The adult fandom of the animated television series My Little Pony: Friendship Is Magic has established a tradition of charity and fundraising activities since the show's premiere in 2010. The adult fanbase, commonly known as bronies, has spawned various charitable organizations and initiatives, raised hundreds of thousands of dollars for various causes, and established formal non-profit organizations dedicated to philanthropic work.

Major charitable efforts include the Brony Thank You Fund—which became the first media-related fandom to achieve 501(c)(3) non-profit status and donated $50,000 to endow an animation scholarship at the California Institute of the Arts—and the organization Bronies for Good, which has coordinated blood drives and raised over $60,000 for charities likethe Children's Cancer Association, Room to Read, CureSearch for Children's Cancer, and Your Siblings. Individual campaigns have also achieved success, such as fundraising efforts that raised over $100,000 for a cancer fund to help the daughter of a close friend of show voice actor Tara Strong, and more than $72,000 to support an 11-year-old fan who attempted suicide after being bullied for watching the show.

Brony conventions regularly feature charity auctions and fundraising events as part of their programming. These events have collectively raised hundreds of thousands of dollars for various charitable causes; individual conventions have often raised tens of thousands of dollars for organizations like the Seattle Children's Hospital and CureSearch for Children's Cancer. The fandom's charitable activities have been recognized by media outlets and academics as a unique characteristic that differentiates it from other fan communities.
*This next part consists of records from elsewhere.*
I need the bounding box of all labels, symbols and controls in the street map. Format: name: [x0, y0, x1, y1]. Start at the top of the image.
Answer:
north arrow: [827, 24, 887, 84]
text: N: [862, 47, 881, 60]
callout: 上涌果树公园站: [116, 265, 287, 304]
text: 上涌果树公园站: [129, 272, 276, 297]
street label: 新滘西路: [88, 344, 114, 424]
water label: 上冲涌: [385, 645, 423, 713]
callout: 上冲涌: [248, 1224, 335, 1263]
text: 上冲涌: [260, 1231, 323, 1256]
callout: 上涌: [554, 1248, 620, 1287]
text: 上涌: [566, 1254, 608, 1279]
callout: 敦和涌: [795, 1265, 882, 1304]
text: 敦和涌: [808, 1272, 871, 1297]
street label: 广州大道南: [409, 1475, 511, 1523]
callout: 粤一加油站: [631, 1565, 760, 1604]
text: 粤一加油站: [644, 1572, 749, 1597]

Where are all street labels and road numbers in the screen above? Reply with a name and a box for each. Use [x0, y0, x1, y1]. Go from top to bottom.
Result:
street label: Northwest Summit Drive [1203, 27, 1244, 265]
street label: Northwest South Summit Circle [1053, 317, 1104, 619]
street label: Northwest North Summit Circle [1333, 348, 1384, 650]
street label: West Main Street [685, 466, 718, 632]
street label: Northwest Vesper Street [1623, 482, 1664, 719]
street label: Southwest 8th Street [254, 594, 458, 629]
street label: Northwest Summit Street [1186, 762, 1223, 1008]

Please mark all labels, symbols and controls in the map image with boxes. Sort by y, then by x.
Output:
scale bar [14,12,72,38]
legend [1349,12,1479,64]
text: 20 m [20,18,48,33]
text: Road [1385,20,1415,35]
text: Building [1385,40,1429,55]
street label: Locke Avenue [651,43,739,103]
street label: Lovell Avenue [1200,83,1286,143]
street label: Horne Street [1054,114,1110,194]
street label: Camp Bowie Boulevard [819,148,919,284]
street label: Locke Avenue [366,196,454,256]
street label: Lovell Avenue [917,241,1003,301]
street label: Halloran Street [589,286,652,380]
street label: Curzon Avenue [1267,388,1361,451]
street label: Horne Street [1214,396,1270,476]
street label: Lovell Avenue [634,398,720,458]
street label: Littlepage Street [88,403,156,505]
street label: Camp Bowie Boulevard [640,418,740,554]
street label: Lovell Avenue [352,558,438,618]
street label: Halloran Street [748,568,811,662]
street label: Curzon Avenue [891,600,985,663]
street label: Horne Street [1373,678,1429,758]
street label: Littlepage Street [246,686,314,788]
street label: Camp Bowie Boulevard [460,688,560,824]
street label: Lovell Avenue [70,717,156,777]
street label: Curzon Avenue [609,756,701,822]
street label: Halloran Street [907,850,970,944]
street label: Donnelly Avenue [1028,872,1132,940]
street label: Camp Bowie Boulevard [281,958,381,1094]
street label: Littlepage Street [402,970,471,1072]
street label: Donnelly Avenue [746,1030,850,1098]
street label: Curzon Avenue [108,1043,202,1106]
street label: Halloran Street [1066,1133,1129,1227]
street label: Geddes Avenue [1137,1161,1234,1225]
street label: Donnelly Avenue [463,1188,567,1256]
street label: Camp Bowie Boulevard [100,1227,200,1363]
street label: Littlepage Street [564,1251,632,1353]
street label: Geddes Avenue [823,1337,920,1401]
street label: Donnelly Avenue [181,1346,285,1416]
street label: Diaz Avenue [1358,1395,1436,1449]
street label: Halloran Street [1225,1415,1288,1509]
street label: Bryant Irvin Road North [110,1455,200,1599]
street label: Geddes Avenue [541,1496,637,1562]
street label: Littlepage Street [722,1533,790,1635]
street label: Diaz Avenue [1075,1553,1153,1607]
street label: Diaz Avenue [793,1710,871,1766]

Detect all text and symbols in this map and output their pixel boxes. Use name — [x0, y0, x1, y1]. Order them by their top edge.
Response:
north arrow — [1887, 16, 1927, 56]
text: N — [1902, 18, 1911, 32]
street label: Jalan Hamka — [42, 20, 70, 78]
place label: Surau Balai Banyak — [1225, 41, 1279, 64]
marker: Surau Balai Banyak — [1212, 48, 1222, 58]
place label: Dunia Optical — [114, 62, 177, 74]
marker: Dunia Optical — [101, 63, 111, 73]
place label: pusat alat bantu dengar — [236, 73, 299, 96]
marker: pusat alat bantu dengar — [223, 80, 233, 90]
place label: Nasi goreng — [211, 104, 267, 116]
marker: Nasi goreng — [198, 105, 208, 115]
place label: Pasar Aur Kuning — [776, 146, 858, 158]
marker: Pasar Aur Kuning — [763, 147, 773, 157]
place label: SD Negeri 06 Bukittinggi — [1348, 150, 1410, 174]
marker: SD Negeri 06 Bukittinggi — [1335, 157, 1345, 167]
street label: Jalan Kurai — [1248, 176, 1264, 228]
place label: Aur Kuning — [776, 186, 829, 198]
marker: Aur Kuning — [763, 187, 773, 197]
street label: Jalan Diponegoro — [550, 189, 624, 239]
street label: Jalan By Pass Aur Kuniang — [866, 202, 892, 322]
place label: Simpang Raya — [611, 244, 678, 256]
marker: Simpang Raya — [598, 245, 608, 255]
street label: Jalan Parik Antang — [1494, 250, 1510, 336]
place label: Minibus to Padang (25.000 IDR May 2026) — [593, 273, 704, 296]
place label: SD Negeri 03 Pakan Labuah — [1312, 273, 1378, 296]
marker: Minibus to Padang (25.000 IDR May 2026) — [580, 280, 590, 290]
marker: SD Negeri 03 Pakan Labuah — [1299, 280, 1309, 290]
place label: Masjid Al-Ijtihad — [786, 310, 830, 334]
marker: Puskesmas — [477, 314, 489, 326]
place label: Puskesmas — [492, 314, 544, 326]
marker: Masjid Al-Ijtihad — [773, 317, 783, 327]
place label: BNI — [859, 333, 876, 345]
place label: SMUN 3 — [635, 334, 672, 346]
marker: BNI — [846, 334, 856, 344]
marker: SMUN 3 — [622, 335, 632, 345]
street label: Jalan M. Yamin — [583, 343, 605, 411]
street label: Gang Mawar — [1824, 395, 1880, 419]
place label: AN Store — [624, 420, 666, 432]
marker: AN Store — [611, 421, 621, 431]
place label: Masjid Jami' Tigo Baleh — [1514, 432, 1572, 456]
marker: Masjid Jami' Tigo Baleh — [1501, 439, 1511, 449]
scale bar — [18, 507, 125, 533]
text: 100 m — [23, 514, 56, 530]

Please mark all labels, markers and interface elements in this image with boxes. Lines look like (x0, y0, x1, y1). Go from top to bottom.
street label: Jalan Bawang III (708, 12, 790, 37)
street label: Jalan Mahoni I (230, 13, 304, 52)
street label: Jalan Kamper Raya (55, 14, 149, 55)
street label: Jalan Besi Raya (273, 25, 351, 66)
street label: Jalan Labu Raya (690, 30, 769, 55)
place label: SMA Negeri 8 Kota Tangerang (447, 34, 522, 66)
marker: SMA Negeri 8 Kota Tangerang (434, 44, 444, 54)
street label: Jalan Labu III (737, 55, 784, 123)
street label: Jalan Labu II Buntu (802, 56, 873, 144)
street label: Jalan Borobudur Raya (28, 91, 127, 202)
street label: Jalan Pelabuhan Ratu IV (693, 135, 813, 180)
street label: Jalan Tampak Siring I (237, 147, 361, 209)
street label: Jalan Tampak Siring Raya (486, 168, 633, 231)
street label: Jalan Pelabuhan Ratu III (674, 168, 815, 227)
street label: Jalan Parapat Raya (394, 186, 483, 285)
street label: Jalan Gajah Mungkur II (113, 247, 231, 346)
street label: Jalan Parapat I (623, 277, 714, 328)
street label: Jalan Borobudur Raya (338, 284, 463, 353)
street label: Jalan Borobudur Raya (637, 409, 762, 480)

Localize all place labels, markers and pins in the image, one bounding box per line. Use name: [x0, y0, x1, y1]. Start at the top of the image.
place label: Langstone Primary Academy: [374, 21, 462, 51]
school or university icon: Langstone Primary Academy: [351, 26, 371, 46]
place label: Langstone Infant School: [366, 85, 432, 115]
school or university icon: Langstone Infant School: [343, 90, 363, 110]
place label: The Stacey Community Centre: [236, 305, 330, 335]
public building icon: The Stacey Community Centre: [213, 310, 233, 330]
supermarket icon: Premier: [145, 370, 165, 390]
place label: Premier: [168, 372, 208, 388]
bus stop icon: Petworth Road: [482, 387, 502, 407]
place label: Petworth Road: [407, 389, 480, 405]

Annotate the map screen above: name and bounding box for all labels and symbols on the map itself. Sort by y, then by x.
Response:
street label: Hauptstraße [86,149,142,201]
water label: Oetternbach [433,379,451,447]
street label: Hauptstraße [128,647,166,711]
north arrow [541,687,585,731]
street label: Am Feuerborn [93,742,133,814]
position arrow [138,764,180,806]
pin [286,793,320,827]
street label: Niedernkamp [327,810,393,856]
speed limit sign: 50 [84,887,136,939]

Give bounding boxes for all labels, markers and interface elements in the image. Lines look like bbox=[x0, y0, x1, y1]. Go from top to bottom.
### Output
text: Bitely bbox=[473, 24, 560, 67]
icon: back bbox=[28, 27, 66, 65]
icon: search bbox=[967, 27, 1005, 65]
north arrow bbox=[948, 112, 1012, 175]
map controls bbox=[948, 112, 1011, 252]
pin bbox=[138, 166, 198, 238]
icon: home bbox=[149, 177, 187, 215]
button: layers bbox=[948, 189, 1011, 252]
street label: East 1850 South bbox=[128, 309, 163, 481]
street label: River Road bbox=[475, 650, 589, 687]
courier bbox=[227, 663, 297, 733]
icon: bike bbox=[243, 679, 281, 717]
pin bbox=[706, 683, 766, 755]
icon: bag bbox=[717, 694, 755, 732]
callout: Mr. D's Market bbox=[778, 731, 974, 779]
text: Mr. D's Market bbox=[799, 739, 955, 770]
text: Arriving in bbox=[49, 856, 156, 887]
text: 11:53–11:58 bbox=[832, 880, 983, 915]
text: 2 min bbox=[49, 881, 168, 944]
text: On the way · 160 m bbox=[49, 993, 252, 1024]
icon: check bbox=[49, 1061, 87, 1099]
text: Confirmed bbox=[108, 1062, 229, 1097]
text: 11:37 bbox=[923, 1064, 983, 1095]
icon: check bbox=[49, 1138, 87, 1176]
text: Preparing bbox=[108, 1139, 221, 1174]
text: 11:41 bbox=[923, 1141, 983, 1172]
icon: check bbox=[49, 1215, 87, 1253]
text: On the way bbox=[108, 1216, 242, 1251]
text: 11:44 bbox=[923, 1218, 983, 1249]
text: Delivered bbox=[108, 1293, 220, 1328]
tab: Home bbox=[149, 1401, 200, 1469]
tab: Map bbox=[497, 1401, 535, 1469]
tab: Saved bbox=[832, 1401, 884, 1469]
Academic analyses have identified the show's positive messages about friendship and helping others as a significant driver of charitable participation among bronies.

== Notable organizations ==
The culture of charity and giving within the fandom of My Little Pony: Friendship Is Magic emerged shortly after the show's debut, paralleling the show's moral lessons of kindness and compassion.

=== Bronies for Good ===
Founded in 2011, the Bronies for Good group has coordinated blood drives and fundraising campaigns for multiple charitable organizations, raising over $60,000 during 2012 for charities like the Children's Cancer Association, Room to Read, CureSearch for Children's Cancer, and Your Siblings. Bronies for Good frequently has booths at brony conventions, and has received praised for their charitable efforts. According to Denis Drescher, co-director of Bronies for Good:
"[Charities usually] go to great lengths to appeal to donors [...] but what they don't do is to go to the same lengths to actually help those they proclaim to help. It is the rare charity that runs self-evaluations on its projects, tracks its impact, or changes its strategy in response to the results. [...] Hence, our mission [...] is as much about educating donors as it is about fundraising for these highly effective charities."
In December 2011, Bronies for Good collaborated with brony musicians to produce Smile, a charity album that benefited the Children's Cancer Association. The album raised $21,000 in under a month.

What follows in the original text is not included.